BEGIN

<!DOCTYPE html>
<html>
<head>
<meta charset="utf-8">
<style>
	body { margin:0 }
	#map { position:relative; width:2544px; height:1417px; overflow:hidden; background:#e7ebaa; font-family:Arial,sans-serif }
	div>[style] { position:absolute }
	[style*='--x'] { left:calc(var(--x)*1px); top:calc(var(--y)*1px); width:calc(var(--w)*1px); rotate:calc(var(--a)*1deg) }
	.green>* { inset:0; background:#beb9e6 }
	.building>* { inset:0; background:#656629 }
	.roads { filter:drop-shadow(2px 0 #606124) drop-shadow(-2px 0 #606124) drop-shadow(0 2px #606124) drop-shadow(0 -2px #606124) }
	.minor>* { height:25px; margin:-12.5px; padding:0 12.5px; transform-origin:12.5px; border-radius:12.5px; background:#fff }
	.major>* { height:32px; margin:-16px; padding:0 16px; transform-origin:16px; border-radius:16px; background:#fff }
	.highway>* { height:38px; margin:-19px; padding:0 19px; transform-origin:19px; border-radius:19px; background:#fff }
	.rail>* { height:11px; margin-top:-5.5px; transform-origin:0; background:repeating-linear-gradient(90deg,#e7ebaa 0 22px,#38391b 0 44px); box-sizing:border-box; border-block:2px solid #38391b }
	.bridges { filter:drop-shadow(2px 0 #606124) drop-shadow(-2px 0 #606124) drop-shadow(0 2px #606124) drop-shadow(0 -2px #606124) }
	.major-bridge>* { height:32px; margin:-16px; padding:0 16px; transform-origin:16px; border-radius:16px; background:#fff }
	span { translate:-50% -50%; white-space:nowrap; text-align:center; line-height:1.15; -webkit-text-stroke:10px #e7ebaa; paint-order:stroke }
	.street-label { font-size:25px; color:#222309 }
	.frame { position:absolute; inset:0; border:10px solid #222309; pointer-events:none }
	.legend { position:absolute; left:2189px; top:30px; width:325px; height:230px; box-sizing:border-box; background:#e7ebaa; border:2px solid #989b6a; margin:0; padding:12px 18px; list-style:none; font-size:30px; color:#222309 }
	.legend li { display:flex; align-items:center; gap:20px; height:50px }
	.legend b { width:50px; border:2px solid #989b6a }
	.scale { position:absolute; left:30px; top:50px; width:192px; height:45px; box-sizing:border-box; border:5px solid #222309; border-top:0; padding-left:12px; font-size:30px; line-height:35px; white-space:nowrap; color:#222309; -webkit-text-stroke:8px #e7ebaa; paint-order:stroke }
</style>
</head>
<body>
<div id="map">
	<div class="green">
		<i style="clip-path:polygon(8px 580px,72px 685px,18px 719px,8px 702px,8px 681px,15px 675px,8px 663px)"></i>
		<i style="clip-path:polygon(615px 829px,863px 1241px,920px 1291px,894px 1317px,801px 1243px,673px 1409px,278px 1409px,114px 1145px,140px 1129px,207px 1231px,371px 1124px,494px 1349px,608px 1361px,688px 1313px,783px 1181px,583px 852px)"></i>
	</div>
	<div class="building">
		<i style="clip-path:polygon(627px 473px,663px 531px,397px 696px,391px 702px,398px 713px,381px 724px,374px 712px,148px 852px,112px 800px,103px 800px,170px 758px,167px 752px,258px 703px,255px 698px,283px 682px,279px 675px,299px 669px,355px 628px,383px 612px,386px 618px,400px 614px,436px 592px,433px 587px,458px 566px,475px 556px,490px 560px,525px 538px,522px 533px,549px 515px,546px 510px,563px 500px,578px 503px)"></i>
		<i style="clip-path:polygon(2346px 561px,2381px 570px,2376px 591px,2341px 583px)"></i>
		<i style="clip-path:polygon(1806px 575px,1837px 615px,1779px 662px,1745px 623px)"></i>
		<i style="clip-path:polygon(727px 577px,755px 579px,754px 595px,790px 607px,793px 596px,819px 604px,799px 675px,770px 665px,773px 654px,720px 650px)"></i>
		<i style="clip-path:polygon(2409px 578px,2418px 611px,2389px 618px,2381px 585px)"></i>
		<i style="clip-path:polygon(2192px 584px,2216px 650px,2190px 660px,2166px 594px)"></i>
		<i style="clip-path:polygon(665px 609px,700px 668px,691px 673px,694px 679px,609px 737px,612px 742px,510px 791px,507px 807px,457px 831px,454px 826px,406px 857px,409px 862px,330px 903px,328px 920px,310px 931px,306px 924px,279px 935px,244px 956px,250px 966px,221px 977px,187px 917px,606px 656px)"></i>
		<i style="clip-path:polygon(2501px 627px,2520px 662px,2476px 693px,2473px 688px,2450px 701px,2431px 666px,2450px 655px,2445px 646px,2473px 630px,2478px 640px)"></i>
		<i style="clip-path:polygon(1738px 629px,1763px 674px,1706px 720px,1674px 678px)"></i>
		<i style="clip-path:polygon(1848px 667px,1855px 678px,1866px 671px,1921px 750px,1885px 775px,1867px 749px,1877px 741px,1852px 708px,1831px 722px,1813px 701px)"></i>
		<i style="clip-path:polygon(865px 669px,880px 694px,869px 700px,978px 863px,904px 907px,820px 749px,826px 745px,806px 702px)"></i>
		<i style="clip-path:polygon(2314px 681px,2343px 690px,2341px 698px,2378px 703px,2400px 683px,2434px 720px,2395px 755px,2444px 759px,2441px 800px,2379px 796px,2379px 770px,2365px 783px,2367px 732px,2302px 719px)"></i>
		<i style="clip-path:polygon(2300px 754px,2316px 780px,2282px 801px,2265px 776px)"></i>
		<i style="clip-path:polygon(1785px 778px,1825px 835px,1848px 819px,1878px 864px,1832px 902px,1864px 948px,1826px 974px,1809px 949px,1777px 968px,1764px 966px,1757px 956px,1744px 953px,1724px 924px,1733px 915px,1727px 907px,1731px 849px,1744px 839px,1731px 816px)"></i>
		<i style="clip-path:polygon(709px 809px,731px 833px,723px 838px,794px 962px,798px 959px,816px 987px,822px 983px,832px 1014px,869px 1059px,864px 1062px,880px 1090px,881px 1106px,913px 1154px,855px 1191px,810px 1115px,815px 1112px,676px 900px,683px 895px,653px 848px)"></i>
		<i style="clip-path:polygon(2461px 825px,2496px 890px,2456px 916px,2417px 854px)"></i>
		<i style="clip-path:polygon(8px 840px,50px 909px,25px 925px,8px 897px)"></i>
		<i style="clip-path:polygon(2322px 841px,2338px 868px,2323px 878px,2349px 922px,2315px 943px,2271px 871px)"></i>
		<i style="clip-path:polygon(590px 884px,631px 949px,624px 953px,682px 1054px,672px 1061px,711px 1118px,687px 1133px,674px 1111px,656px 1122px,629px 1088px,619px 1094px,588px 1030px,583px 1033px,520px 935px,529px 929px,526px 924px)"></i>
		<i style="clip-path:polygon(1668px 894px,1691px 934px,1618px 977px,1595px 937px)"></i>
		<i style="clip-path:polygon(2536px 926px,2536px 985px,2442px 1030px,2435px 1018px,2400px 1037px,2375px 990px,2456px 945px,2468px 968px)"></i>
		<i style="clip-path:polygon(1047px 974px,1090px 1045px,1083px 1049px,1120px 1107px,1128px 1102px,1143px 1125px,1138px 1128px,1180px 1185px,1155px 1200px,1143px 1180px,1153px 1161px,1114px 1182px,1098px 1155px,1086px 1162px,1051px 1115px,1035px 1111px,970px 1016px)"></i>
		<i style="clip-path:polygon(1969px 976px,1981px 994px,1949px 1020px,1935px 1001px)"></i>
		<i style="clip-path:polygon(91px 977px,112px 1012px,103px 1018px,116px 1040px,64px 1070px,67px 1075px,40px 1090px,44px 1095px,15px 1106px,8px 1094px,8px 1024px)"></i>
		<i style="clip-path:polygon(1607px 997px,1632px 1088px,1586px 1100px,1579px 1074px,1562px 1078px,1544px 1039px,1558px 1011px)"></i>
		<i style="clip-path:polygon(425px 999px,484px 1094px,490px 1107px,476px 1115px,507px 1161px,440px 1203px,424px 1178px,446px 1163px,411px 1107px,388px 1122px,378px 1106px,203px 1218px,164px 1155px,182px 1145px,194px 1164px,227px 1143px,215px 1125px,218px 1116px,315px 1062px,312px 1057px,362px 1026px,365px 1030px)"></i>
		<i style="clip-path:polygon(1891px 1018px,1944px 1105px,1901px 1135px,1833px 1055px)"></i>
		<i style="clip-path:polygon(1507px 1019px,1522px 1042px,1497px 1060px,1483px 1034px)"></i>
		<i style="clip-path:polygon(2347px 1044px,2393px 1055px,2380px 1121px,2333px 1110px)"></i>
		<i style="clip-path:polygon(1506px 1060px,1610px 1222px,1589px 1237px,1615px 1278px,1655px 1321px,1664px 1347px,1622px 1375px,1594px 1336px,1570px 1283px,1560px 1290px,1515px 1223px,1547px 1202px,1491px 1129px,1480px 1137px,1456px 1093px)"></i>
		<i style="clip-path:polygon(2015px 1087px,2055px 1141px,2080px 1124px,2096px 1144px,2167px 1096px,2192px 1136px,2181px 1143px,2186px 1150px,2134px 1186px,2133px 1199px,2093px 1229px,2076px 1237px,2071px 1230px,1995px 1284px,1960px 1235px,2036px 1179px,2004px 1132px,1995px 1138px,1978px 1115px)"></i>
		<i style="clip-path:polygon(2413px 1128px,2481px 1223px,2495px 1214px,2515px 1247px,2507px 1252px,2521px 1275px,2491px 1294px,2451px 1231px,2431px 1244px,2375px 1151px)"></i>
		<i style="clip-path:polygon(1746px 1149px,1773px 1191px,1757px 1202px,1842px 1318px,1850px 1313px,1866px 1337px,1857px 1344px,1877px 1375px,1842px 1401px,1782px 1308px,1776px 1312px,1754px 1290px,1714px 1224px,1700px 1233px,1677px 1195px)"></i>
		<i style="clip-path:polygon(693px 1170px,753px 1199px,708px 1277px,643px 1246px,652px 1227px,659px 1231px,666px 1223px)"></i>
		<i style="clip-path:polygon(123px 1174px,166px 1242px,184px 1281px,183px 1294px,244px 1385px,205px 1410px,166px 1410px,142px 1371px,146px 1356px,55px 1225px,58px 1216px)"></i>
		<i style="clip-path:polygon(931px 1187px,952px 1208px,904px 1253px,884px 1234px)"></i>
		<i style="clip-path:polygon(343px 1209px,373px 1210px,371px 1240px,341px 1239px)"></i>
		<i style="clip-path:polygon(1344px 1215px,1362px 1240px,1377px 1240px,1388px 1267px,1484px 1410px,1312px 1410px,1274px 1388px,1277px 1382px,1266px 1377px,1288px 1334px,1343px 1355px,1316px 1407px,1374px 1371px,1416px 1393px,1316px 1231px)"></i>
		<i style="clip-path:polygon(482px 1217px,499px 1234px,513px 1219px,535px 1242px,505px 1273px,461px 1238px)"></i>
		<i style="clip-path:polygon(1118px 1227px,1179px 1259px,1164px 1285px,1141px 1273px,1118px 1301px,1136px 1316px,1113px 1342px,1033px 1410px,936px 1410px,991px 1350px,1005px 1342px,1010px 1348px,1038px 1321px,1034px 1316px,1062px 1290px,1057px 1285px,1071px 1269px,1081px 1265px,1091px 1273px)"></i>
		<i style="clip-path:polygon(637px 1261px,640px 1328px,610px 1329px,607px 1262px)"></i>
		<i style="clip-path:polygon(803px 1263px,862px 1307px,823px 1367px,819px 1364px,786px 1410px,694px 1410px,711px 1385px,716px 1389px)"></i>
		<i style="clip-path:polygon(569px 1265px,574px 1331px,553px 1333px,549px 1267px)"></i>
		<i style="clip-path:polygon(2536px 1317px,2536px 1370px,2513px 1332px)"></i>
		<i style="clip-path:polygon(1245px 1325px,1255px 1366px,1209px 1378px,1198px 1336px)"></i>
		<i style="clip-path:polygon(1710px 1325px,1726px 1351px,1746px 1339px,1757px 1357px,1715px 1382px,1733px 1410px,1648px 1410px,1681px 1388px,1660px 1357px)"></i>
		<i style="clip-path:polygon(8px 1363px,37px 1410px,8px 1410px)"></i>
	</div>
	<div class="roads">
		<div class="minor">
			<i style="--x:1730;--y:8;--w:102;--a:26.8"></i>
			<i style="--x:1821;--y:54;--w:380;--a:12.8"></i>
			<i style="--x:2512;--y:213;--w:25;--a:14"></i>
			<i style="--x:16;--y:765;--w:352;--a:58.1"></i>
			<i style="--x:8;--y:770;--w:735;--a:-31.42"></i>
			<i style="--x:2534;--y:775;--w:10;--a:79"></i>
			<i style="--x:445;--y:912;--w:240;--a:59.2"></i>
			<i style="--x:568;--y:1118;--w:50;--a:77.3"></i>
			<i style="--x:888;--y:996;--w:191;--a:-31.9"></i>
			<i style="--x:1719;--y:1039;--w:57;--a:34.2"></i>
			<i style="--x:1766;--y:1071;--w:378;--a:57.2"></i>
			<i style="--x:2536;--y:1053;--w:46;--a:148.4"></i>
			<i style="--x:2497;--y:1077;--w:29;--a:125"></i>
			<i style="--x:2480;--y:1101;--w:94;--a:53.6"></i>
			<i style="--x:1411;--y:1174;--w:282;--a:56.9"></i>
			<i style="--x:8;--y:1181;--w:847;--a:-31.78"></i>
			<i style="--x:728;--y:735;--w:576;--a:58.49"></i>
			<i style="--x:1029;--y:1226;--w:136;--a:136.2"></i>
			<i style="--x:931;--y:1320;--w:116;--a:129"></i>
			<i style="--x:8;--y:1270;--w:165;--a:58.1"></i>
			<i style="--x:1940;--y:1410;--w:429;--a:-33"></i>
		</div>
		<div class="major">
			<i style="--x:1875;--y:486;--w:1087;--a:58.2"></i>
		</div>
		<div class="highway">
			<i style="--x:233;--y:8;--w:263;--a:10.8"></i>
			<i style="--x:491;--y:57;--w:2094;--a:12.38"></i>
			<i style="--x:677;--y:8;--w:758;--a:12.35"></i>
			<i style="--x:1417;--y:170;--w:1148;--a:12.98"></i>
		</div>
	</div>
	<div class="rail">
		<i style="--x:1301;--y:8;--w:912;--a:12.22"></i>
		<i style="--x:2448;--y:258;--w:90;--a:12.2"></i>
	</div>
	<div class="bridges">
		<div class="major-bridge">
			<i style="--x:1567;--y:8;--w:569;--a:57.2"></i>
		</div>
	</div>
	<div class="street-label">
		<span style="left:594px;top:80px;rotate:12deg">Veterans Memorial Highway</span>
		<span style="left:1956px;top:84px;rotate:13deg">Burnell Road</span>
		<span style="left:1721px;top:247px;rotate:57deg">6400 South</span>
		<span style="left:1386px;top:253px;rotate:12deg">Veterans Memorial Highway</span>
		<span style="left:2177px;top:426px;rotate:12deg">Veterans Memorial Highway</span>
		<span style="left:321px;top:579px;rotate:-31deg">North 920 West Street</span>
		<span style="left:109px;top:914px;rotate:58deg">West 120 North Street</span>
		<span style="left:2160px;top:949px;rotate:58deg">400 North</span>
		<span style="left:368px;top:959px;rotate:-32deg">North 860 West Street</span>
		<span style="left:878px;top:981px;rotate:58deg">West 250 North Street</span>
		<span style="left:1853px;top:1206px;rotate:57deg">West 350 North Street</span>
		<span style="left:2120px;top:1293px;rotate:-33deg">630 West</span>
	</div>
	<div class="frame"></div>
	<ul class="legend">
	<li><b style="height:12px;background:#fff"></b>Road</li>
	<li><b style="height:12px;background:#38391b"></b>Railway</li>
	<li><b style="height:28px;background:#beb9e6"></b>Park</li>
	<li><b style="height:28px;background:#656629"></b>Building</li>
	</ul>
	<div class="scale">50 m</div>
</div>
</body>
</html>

END

Task to carry out =
Would you report every line of the entries above containing the word "align"?

Task answer =
	span { translate:-50% -50%; white-space:nowrap; text-align:center; line-height:1.15; -webkit-text-stroke:10px #e7ebaa; paint-order:stroke }
	.legend li { display:flex; align-items:center; gap:20px; height:50px }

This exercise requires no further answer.